The weak spot is shredding. Reviewed.com noted middling shredding performance, though they added that most food processors in their testing had similar results. If cheese shredding is your primary use case, a dedicated cheese grater might still be faster.

There's no mini bowl included for small jobs like mincing garlic or making a small batch of pesto. You can buy a compatible mini bowl separately, but it would be nice in the box. The Breville Sous Chef 12 includes one.

Build Quality & Design

The brushed stainless steel finish looks good on the counter. The 18-lb weight is heavy to move but keeps the unit rock-stable during operation. The locking mechanism for the lid and bowl is secure and intuitive.

Amazon reviewers with 5-10 years of ownership report the motor and blades holding up without issues. The Cuisinart is a professional-grade machine sold at a consumer price. Parts are widely available if anything needs replacing.

Value for Money

At its price, the Cuisinart is the category standard. The Breville Sous Chef 12 costs more but includes a mini bowl and adjustable slicing. The KitchenAid 13-Cup is similarly priced but has lower review scores. The Hamilton Beach 14-Cup is cheaper but has a weaker motor and shorter warranty.

For most home cooks, the Cuisinart covers 90%+ of food processing needs. The missing mini bowl and fixed-thickness slicing disc are the only real compromises.

Who Should Buy This

Home cooks who process vegetables, make dough, or prep large batches regularly. The 14-cup capacity and 720W motor handle everything a home kitchen throws at them.

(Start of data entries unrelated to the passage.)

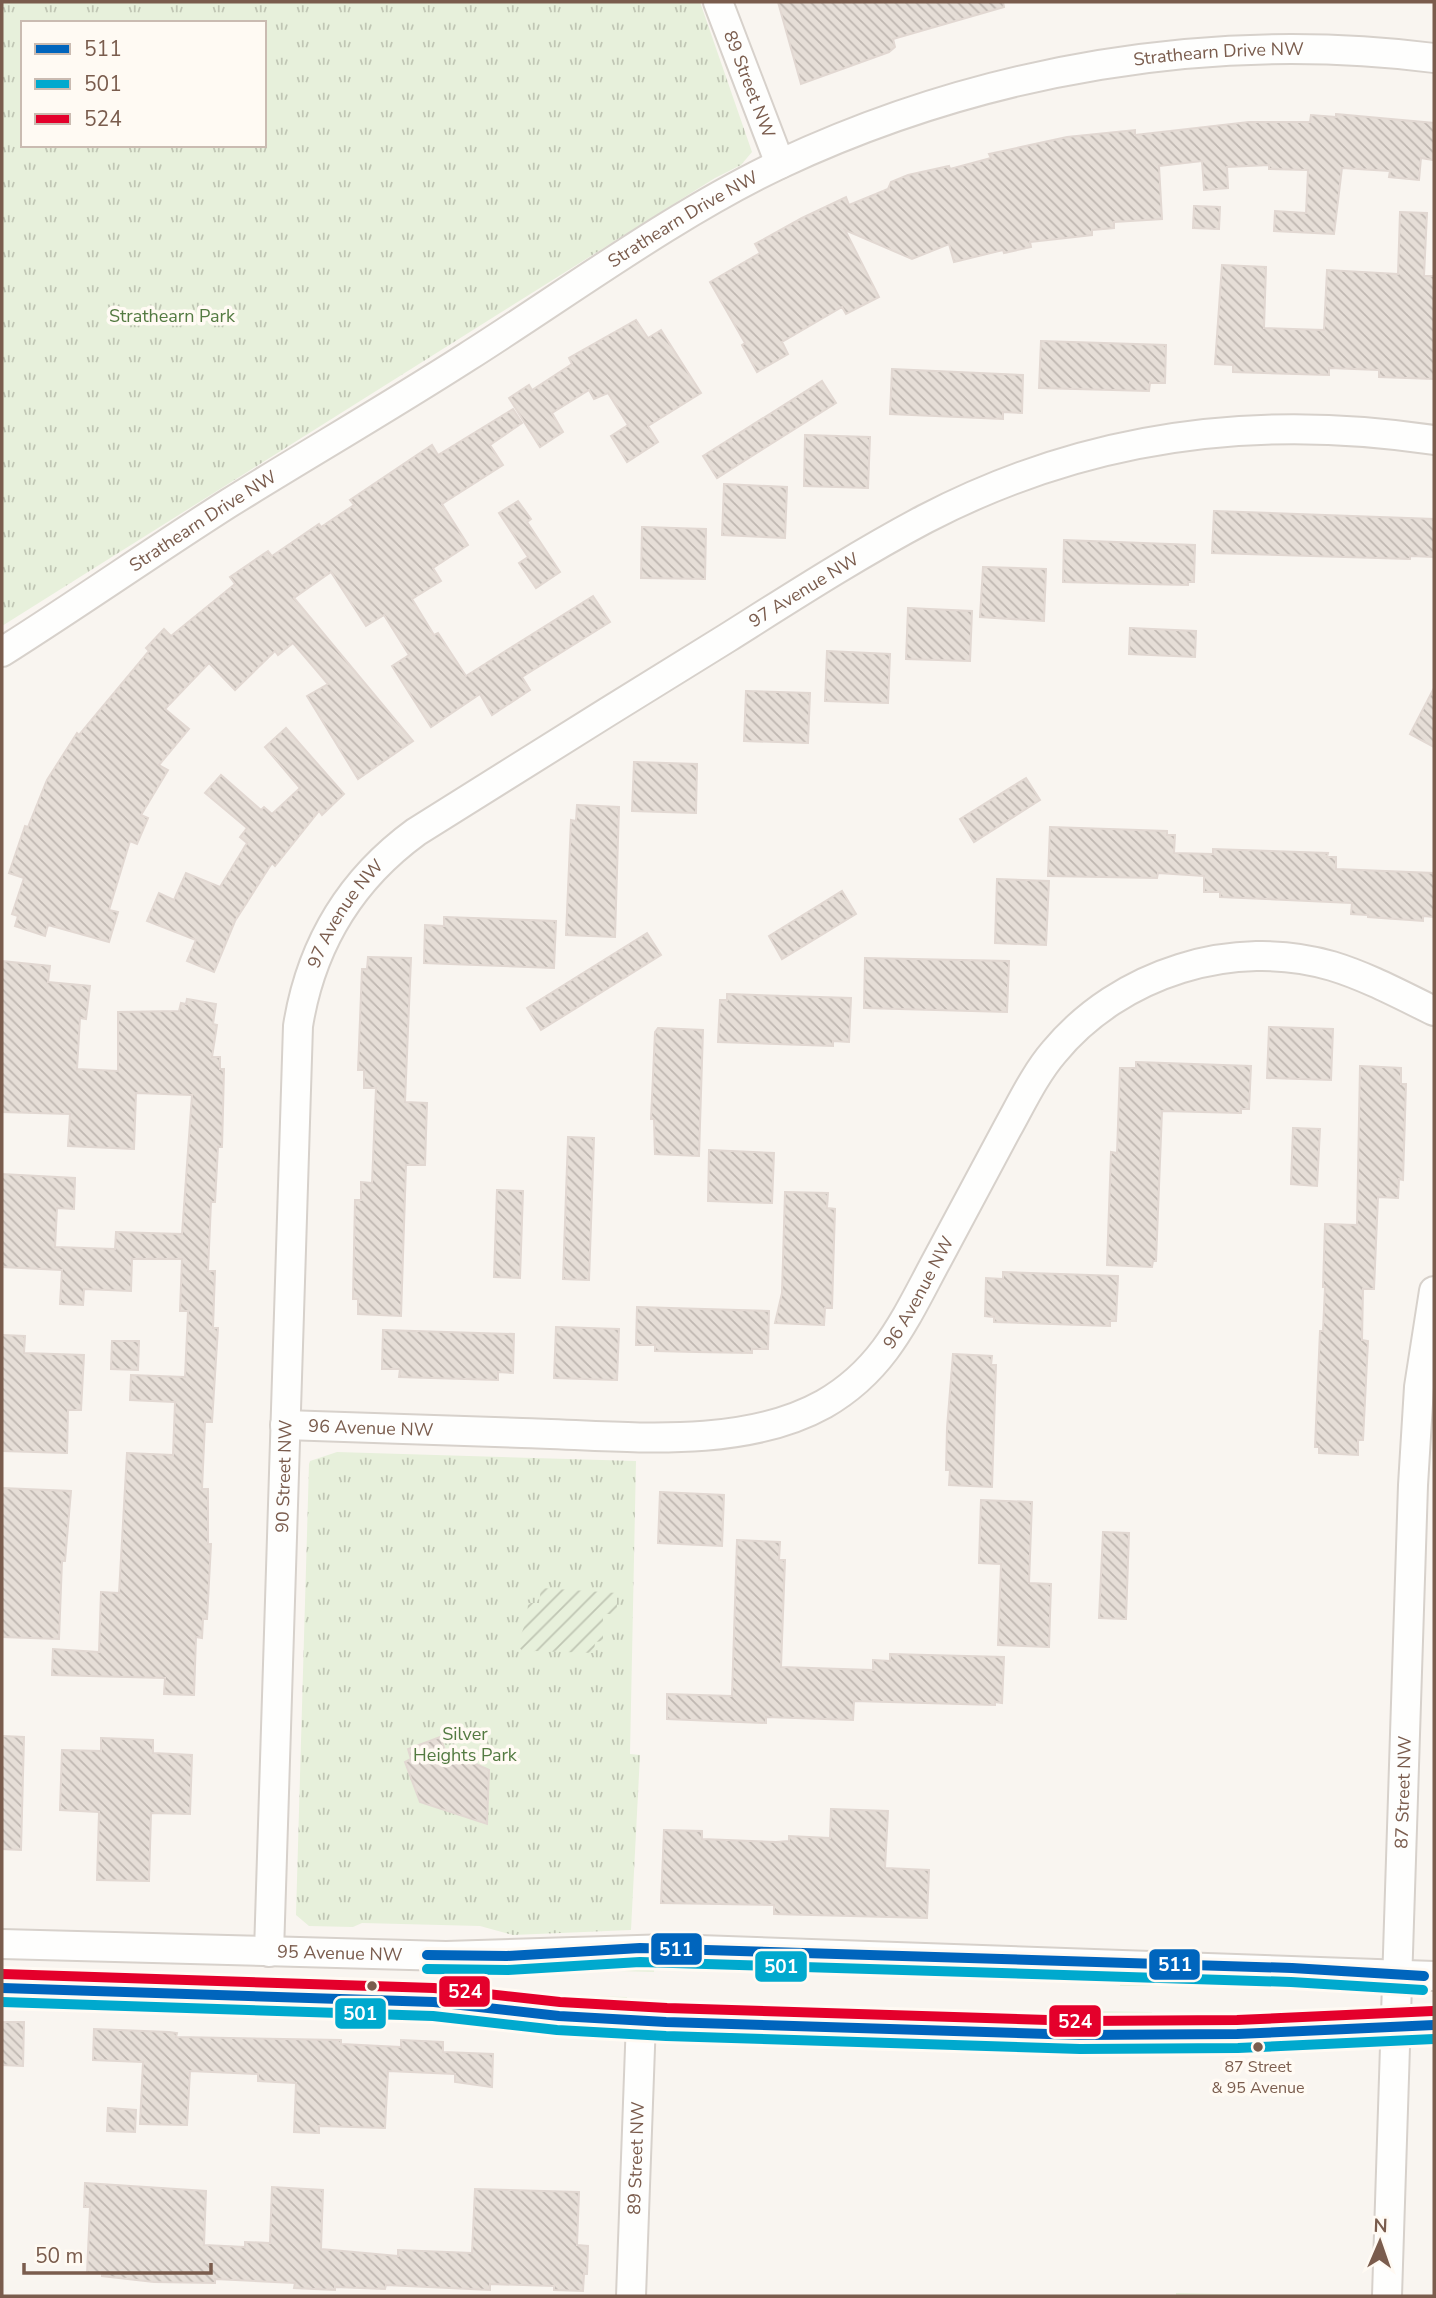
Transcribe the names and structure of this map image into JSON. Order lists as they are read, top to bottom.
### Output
{
  "streets": {
    "street": [
      "Strathearn Drive NW",
      "89 Street NW",
      "97 Avenue NW",
      "96 Avenue NW",
      "90 Street NW",
      "87 Street NW",
      "95 Avenue NW"
    ]
  },
  "crossings": [
    ["Strathearn Drive NW", "89 Street NW"],
    ["97 Avenue NW", "90 Street NW"],
    ["96 Avenue NW", "90 Street NW"],
    ["90 Street NW", "95 Avenue NW"],
    ["87 Street NW", "95 Avenue NW"]
  ],
  "parks": ["Strathearn Park", "Silver Heights Park"],
  "places": ["87 Street & 95 Avenue"],
  "lines": ["transit line 511", "transit line 501", "transit line 524"],
  "legend": ["511", "501", "524"],
  "scale_bar": "50 m",
  "north": "top"
}
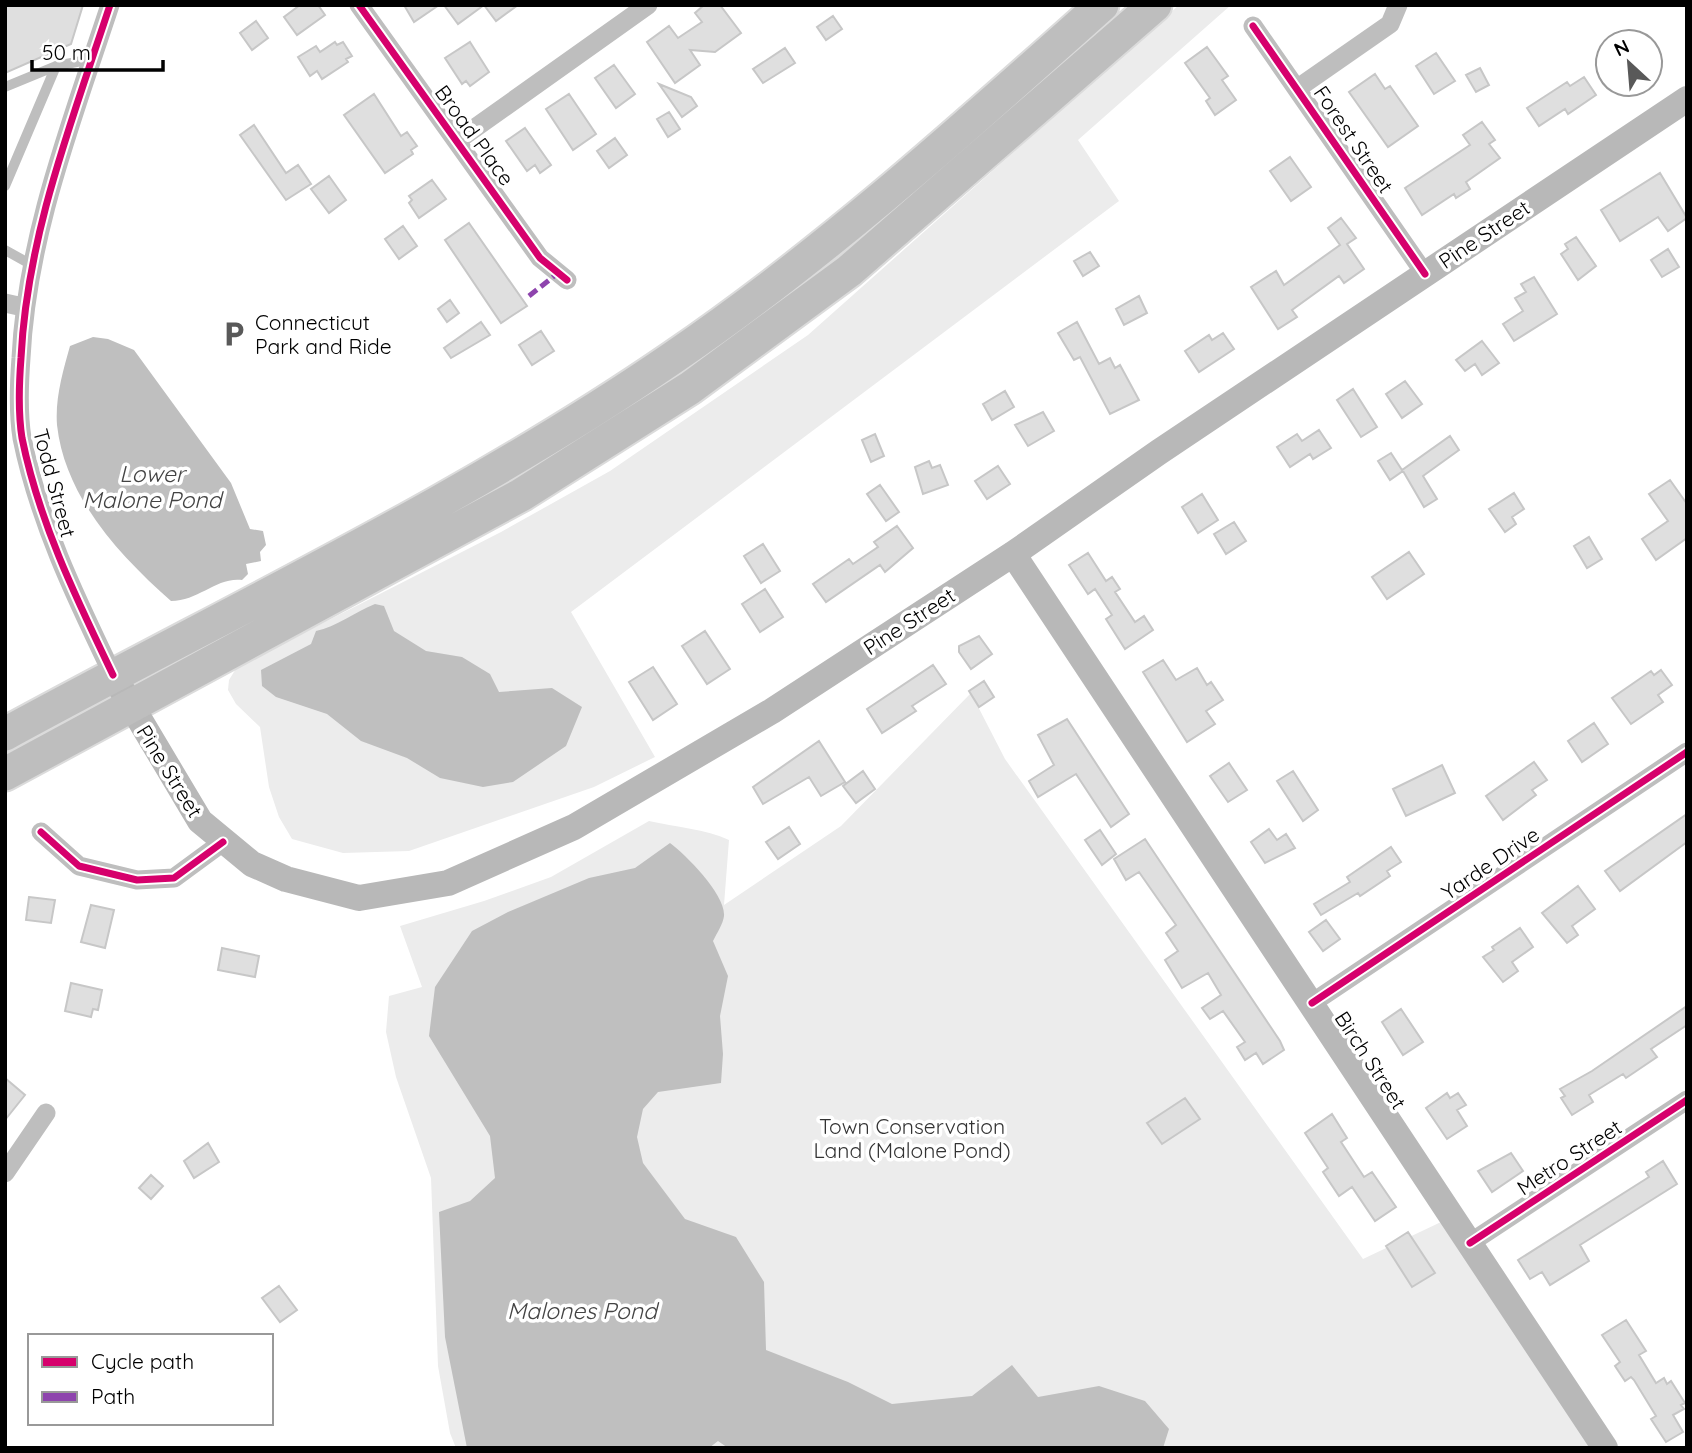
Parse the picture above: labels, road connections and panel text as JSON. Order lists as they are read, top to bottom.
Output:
{
  "streets": {
    "highway": ["Pine Street"],
    "main road": ["Birch Street"],
    "street": [
      "Broad Place",
      "Forest Street",
      "Todd Street",
      "Yarde Drive",
      "Metro Street"
    ]
  },
  "crossings": [
    ["Forest Street", "Pine Street"],
    ["Pine Street", "Todd Street"],
    ["Pine Street", "Birch Street"],
    ["Yarde Drive", "Birch Street"],
    ["Birch Street", "Metro Street"]
  ],
  "water": ["Lower Malone Pond", "Malones Pond"],
  "parks": ["Town Conservation Land (Malone Pond)"],
  "places": {
    "parking": ["Connecticut Park and Ride"]
  },
  "legend": ["Cycle path", "Path"],
  "scale_bar": "50 m",
  "north": "top left"
}
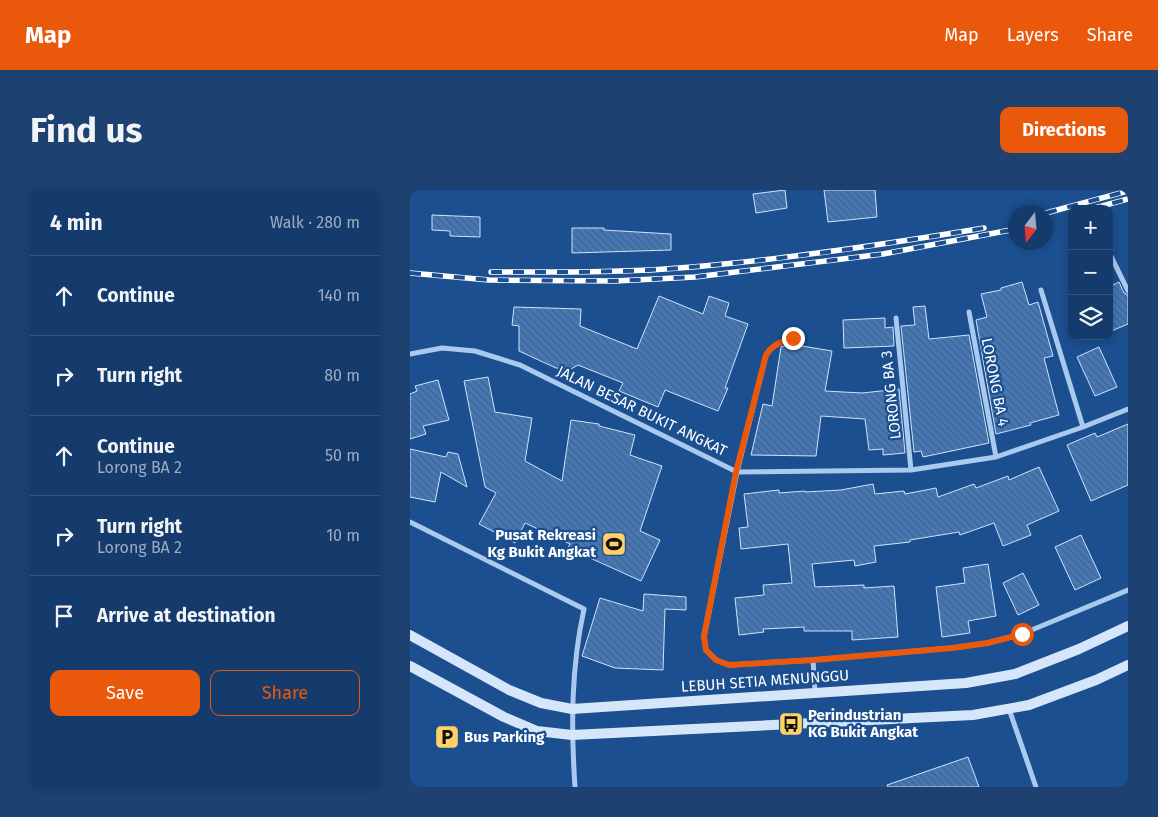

Anyone who wants a food processor they can buy once and use for a decade. The build quality and warranty support long-term ownership.

Who Should Skip This

If you process very small quantities frequently, the lack of a mini bowl is annoying. The Breville Sous Chef 12 includes one.

If adjustable slice thickness matters (for things like paper-thin potato chips vs. thicker slices), the Cuisinart only includes a fixed 4mm disc. The Breville lets you adjust.